Supplied records Block Start

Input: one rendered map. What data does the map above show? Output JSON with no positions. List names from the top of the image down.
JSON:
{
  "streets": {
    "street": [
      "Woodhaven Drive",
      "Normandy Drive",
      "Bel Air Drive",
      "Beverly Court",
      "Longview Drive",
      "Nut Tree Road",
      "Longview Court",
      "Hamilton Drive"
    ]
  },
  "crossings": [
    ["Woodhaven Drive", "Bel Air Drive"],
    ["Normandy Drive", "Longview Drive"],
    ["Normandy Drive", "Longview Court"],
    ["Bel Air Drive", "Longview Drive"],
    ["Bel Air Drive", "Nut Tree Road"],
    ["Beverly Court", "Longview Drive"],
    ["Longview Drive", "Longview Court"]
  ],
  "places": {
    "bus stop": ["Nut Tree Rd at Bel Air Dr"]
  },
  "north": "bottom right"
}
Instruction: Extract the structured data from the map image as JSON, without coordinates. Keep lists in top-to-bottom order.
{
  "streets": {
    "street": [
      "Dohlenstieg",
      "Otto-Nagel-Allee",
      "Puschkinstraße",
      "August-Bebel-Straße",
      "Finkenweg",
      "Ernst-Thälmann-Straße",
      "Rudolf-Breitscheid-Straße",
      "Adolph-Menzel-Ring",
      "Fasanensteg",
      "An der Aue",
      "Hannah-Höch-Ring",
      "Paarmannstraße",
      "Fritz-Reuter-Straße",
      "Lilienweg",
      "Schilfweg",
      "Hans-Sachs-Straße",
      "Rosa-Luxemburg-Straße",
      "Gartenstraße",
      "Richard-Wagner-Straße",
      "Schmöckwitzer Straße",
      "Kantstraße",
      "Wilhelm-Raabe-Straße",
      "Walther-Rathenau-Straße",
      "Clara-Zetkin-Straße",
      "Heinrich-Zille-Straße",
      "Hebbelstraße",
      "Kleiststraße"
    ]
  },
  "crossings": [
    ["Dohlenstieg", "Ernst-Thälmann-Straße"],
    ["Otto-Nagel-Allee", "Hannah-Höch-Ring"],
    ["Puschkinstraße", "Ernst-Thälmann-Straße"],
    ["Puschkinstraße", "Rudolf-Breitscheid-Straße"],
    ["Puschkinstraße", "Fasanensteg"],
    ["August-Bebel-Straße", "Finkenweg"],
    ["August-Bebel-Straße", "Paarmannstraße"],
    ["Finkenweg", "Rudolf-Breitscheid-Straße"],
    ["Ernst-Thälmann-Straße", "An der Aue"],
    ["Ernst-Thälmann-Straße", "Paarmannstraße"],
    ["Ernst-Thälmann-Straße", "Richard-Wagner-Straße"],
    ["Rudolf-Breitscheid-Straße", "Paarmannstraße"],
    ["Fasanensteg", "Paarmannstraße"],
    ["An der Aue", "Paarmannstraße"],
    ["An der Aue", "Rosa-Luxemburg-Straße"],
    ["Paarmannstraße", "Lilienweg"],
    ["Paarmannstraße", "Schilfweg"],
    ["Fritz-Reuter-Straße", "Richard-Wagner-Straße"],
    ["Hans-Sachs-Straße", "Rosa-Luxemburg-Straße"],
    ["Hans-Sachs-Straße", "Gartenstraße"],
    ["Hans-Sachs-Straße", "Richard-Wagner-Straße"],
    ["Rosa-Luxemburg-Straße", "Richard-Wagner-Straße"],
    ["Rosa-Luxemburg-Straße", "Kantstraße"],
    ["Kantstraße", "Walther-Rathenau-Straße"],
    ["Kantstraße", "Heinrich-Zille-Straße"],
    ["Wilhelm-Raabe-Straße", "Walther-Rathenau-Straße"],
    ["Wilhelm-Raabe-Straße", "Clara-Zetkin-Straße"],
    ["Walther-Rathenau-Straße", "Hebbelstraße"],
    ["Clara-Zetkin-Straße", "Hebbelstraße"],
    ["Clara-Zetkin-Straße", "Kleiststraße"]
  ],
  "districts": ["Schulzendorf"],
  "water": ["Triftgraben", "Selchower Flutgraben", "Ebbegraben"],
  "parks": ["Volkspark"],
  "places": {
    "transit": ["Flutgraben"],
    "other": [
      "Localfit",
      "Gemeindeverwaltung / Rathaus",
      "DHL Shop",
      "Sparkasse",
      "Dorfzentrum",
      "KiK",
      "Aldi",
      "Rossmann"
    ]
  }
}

Supplied records Block End

Try it
Write out the whole listing verbatim.

Answer space
Input: one rendered map. What data does the map above show? Output JSON with no positions. List names from the top of the image down.
JSON:
{
  "streets": {
    "street": [
      "Woodhaven Drive",
      "Normandy Drive",
      "Bel Air Drive",
      "Beverly Court",
      "Longview Drive",
      "Nut Tree Road",
      "Longview Court",
      "Hamilton Drive"
    ]
  },
  "crossings": [
    ["Woodhaven Drive", "Bel Air Drive"],
    ["Normandy Drive", "Longview Drive"],
    ["Normandy Drive", "Longview Court"],
    ["Bel Air Drive", "Longview Drive"],
    ["Bel Air Drive", "Nut Tree Road"],
    ["Beverly Court", "Longview Drive"],
    ["Longview Drive", "Longview Court"]
  ],
  "places": {
    "bus stop": ["Nut Tree Rd at Bel Air Dr"]
  },
  "north": "bottom right"
}
Instruction: Extract the structured data from the map image as JSON, without coordinates. Keep lists in top-to-bottom order.
{
  "streets": {
    "street": [
      "Dohlenstieg",
      "Otto-Nagel-Allee",
      "Puschkinstraße",
      "August-Bebel-Straße",
      "Finkenweg",
      "Ernst-Thälmann-Straße",
      "Rudolf-Breitscheid-Straße",
      "Adolph-Menzel-Ring",
      "Fasanensteg",
      "An der Aue",
      "Hannah-Höch-Ring",
      "Paarmannstraße",
      "Fritz-Reuter-Straße",
      "Lilienweg",
      "Schilfweg",
      "Hans-Sachs-Straße",
      "Rosa-Luxemburg-Straße",
      "Gartenstraße",
      "Richard-Wagner-Straße",
      "Schmöckwitzer Straße",
      "Kantstraße",
      "Wilhelm-Raabe-Straße",
      "Walther-Rathenau-Straße",
      "Clara-Zetkin-Straße",
      "Heinrich-Zille-Straße",
      "Hebbelstraße",
      "Kleiststraße"
    ]
  },
  "crossings": [
    ["Dohlenstieg", "Ernst-Thälmann-Straße"],
    ["Otto-Nagel-Allee", "Hannah-Höch-Ring"],
    ["Puschkinstraße", "Ernst-Thälmann-Straße"],
    ["Puschkinstraße", "Rudolf-Breitscheid-Straße"],
    ["Puschkinstraße", "Fasanensteg"],
    ["August-Bebel-Straße", "Finkenweg"],
    ["August-Bebel-Straße", "Paarmannstraße"],
    ["Finkenweg", "Rudolf-Breitscheid-Straße"],
    ["Ernst-Thälmann-Straße", "An der Aue"],
    ["Ernst-Thälmann-Straße", "Paarmannstraße"],
    ["Ernst-Thälmann-Straße", "Richard-Wagner-Straße"],
    ["Rudolf-Breitscheid-Straße", "Paarmannstraße"],
    ["Fasanensteg", "Paarmannstraße"],
    ["An der Aue", "Paarmannstraße"],
    ["An der Aue", "Rosa-Luxemburg-Straße"],
    ["Paarmannstraße", "Lilienweg"],
    ["Paarmannstraße", "Schilfweg"],
    ["Fritz-Reuter-Straße", "Richard-Wagner-Straße"],
    ["Hans-Sachs-Straße", "Rosa-Luxemburg-Straße"],
    ["Hans-Sachs-Straße", "Gartenstraße"],
    ["Hans-Sachs-Straße", "Richard-Wagner-Straße"],
    ["Rosa-Luxemburg-Straße", "Richard-Wagner-Straße"],
    ["Rosa-Luxemburg-Straße", "Kantstraße"],
    ["Kantstraße", "Walther-Rathenau-Straße"],
    ["Kantstraße", "Heinrich-Zille-Straße"],
    ["Wilhelm-Raabe-Straße", "Walther-Rathenau-Straße"],
    ["Wilhelm-Raabe-Straße", "Clara-Zetkin-Straße"],
    ["Walther-Rathenau-Straße", "Hebbelstraße"],
    ["Clara-Zetkin-Straße", "Hebbelstraße"],
    ["Clara-Zetkin-Straße", "Kleiststraße"]
  ],
  "districts": ["Schulzendorf"],
  "water": ["Triftgraben", "Selchower Flutgraben", "Ebbegraben"],
  "parks": ["Volkspark"],
  "places": {
    "transit": ["Flutgraben"],
    "other": [
      "Localfit",
      "Gemeindeverwaltung / Rathaus",
      "DHL Shop",
      "Sparkasse",
      "Dorfzentrum",
      "KiK",
      "Aldi",
      "Rossmann"
    ]
  }
}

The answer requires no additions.